◆ What the task asks: Your job is to return every line in the data holding the string "side".

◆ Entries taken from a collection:
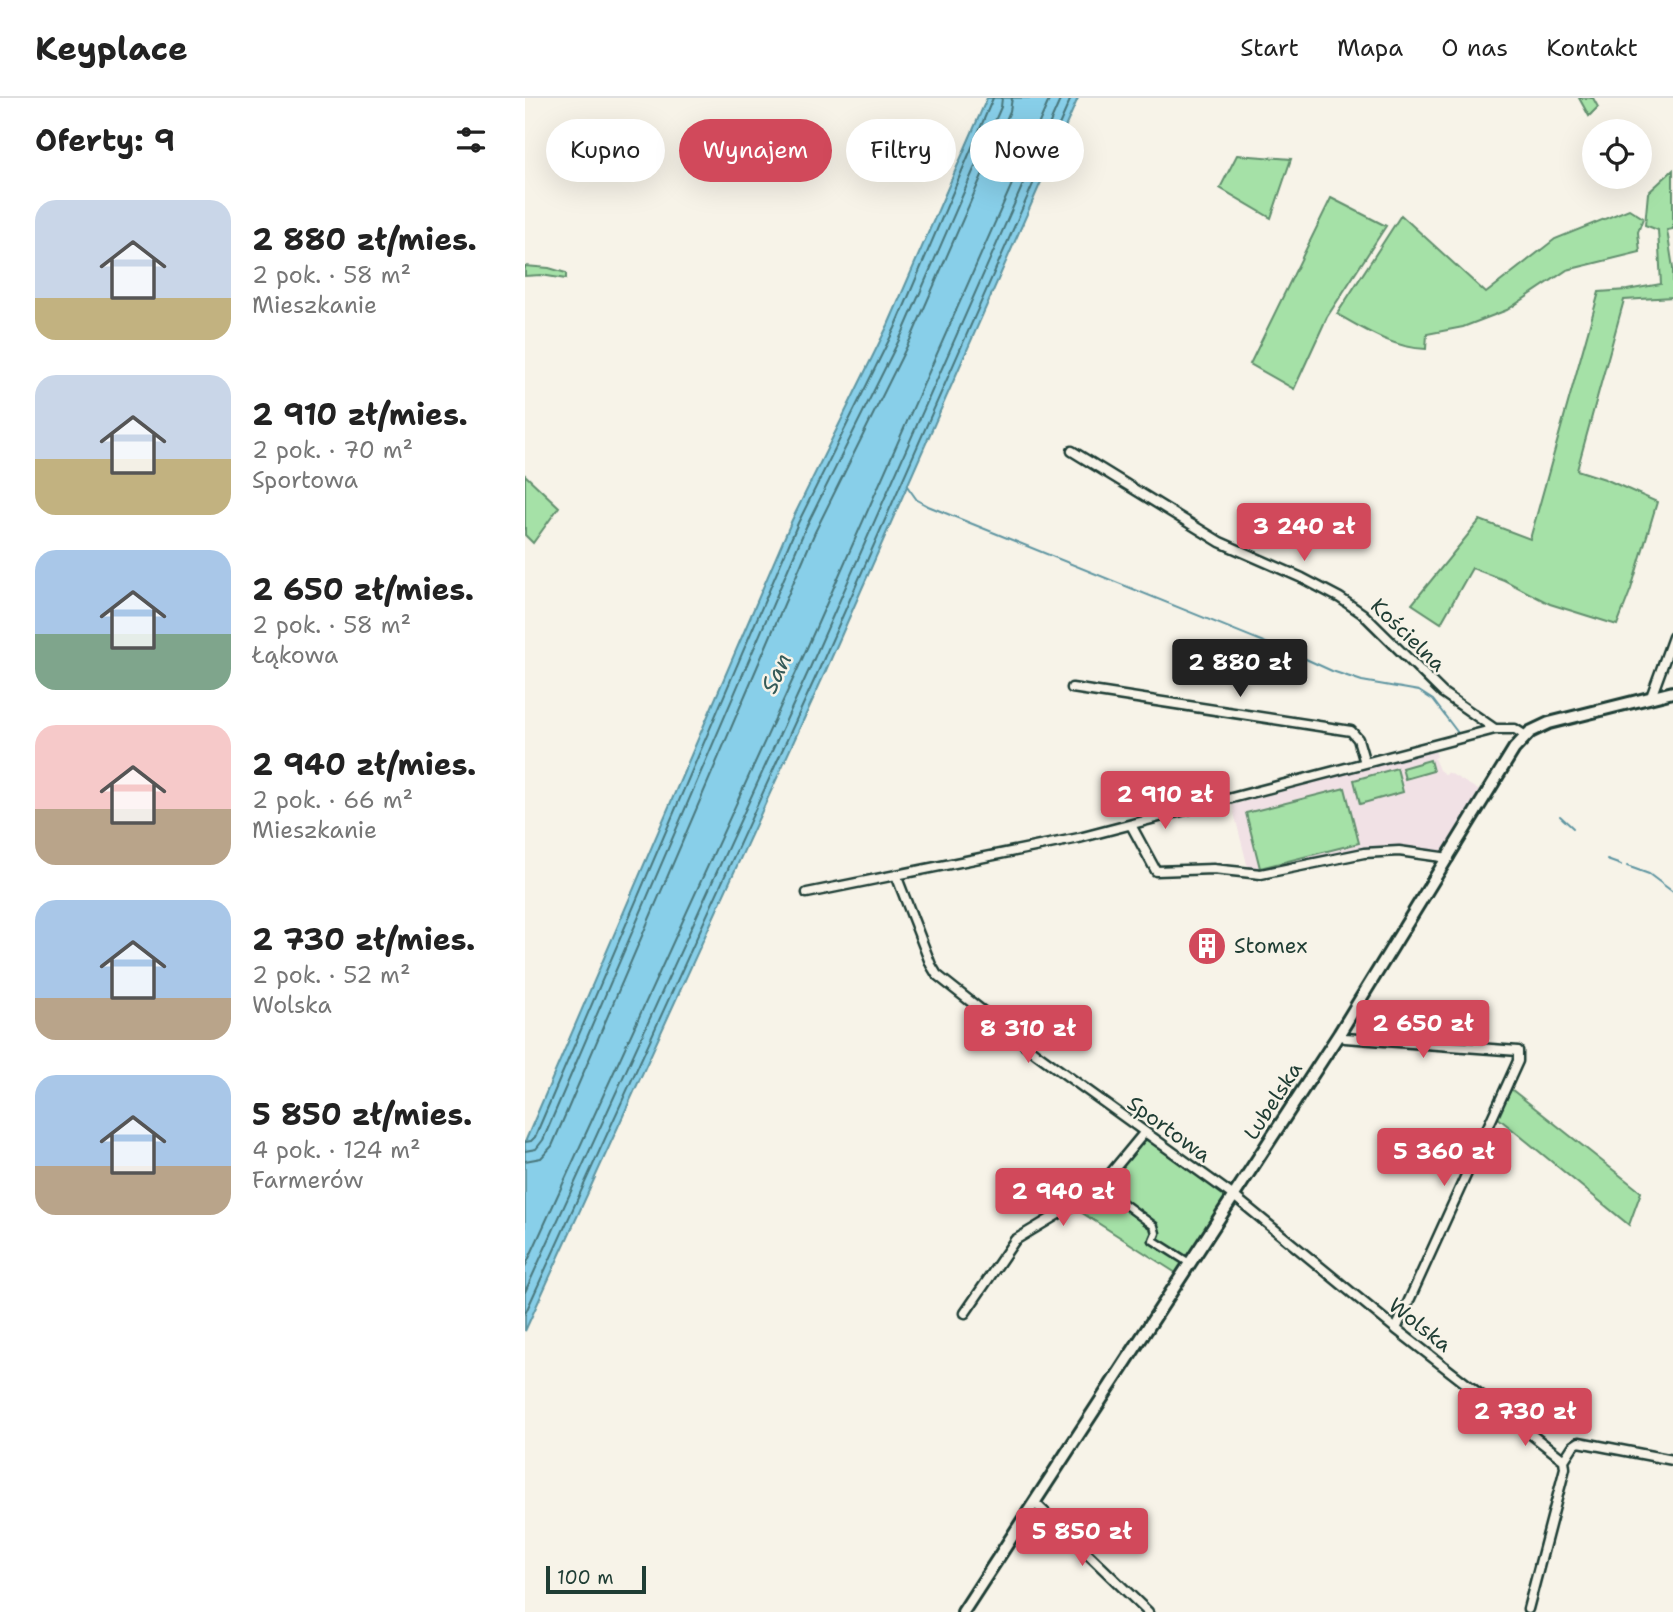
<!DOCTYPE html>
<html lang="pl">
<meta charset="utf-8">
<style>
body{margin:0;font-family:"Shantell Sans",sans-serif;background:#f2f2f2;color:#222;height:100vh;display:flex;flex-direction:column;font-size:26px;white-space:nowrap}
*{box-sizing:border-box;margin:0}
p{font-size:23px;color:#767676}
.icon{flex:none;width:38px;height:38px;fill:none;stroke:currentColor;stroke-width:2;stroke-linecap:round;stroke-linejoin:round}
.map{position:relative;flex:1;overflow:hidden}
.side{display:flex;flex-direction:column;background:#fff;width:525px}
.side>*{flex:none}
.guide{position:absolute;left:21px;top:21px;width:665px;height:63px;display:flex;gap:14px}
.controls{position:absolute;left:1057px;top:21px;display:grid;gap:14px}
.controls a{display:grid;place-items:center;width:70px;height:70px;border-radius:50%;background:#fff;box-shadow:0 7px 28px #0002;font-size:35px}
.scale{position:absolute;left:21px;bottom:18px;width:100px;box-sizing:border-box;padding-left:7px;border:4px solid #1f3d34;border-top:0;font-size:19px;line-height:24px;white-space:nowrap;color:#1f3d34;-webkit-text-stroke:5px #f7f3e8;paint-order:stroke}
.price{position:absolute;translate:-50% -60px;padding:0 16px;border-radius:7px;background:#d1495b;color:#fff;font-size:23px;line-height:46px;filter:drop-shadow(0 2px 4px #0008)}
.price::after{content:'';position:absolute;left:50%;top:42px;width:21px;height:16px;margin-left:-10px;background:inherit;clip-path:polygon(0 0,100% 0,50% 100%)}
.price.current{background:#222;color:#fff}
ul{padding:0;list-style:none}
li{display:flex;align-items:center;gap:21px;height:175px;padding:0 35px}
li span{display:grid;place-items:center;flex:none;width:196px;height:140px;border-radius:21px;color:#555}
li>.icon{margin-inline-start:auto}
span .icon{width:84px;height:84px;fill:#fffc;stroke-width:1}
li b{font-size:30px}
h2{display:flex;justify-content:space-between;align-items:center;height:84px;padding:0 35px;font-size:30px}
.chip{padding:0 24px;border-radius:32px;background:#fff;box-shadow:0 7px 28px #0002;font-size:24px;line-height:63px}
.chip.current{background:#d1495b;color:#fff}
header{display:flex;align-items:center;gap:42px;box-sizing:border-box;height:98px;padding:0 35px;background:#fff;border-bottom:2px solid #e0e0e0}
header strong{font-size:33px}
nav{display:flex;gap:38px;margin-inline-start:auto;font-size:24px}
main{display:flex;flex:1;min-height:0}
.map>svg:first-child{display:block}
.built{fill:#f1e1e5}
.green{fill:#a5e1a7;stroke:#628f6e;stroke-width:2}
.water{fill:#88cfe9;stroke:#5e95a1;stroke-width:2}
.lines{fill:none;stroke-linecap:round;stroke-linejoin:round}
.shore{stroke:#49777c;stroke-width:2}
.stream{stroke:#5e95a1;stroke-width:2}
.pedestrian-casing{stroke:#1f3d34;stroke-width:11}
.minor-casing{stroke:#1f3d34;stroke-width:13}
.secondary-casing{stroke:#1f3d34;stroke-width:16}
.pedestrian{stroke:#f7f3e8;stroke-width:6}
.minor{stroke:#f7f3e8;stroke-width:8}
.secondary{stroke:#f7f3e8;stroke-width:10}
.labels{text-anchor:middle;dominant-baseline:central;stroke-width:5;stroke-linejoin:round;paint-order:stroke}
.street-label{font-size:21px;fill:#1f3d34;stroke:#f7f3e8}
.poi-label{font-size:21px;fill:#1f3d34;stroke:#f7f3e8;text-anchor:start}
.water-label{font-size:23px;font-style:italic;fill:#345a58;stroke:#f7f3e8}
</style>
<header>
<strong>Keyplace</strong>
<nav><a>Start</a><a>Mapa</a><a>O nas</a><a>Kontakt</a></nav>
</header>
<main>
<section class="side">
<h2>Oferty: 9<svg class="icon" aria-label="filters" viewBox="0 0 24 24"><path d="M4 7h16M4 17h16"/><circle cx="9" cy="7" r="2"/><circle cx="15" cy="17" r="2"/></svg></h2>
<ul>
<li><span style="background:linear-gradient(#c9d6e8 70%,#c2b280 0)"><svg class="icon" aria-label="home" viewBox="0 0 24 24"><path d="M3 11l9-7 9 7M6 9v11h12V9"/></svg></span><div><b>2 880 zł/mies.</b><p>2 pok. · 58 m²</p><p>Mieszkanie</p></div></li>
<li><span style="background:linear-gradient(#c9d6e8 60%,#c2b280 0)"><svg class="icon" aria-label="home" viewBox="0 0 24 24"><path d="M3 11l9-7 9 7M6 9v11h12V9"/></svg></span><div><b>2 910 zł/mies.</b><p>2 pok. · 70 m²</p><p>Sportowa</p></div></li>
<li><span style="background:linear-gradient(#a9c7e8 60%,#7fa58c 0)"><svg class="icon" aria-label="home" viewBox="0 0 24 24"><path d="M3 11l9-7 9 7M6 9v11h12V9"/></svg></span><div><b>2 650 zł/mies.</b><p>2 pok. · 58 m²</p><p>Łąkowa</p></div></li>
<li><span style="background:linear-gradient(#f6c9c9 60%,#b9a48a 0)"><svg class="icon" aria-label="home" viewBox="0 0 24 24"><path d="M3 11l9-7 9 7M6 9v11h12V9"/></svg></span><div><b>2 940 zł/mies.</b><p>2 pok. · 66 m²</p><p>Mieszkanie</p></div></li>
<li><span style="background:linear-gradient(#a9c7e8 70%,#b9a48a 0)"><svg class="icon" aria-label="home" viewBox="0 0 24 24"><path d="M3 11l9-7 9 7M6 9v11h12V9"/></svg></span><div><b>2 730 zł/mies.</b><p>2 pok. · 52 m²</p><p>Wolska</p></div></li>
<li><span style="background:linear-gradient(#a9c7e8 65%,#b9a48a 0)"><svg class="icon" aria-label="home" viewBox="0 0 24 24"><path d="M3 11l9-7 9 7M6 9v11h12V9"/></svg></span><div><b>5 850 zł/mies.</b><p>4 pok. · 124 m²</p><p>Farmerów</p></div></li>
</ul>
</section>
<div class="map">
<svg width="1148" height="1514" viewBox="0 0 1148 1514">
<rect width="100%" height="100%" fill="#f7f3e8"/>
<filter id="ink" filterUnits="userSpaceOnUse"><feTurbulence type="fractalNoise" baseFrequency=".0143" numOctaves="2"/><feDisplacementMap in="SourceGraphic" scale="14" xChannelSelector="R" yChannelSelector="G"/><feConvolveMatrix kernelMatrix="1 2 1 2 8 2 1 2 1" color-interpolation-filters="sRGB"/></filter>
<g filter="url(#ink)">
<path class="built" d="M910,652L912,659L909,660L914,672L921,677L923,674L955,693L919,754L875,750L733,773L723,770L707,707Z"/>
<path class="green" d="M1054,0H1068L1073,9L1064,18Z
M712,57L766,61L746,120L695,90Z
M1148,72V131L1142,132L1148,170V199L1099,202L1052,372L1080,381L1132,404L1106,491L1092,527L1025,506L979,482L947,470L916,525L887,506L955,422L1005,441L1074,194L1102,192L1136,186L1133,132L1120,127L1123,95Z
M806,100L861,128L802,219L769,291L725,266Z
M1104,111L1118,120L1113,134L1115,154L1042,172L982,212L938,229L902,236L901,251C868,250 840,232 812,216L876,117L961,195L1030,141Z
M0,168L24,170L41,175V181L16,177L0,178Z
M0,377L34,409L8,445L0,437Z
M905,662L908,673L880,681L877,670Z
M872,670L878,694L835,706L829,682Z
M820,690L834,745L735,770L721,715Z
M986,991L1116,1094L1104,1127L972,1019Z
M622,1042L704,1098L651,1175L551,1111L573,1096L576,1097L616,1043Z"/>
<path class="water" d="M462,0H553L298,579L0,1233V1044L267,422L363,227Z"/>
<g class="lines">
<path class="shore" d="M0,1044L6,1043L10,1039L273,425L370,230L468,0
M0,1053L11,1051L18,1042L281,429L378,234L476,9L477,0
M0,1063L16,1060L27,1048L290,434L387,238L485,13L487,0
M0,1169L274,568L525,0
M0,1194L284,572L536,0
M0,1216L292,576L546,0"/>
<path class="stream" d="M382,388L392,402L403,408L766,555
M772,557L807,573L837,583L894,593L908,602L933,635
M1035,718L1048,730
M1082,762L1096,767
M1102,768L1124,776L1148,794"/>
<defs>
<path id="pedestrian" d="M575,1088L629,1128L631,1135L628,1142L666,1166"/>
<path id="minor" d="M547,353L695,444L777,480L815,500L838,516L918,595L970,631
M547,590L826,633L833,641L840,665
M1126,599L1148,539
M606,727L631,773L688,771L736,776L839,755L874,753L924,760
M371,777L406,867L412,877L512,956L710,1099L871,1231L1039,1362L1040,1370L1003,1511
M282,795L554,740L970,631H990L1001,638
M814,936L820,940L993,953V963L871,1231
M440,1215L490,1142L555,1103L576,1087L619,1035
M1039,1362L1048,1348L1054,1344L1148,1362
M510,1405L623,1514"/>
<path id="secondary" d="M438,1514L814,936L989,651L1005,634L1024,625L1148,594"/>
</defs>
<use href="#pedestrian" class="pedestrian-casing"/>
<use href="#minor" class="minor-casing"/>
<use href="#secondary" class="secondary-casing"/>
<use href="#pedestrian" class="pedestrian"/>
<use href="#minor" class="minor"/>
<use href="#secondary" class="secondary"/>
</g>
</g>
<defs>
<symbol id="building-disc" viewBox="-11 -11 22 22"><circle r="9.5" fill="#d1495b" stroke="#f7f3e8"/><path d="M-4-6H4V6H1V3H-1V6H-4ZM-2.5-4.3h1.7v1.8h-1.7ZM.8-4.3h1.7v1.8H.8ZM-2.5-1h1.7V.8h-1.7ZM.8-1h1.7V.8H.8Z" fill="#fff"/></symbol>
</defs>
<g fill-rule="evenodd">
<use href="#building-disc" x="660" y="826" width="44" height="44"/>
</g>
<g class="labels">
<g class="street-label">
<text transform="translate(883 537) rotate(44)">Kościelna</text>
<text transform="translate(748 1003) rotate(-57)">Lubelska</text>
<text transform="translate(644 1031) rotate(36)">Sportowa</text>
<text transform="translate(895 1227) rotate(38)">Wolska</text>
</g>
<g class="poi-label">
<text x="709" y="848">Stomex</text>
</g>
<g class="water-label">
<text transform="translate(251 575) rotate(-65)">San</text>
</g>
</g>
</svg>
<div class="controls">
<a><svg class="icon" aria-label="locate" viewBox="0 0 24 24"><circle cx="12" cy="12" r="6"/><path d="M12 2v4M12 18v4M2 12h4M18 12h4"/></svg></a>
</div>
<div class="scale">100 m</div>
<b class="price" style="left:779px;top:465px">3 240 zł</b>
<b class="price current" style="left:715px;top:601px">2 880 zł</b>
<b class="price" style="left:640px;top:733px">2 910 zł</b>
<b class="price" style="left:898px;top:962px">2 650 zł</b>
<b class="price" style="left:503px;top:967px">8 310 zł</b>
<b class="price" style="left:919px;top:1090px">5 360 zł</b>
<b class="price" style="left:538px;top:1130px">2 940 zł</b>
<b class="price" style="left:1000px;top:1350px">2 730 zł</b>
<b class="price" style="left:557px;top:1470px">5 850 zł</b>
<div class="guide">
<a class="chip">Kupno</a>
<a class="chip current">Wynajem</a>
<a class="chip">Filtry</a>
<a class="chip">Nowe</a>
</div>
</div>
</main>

◆ Reply to the task:
.side{display:flex;flex-direction:column;background:#fff;width:525px}
.side>*{flex:none}
<section class="side">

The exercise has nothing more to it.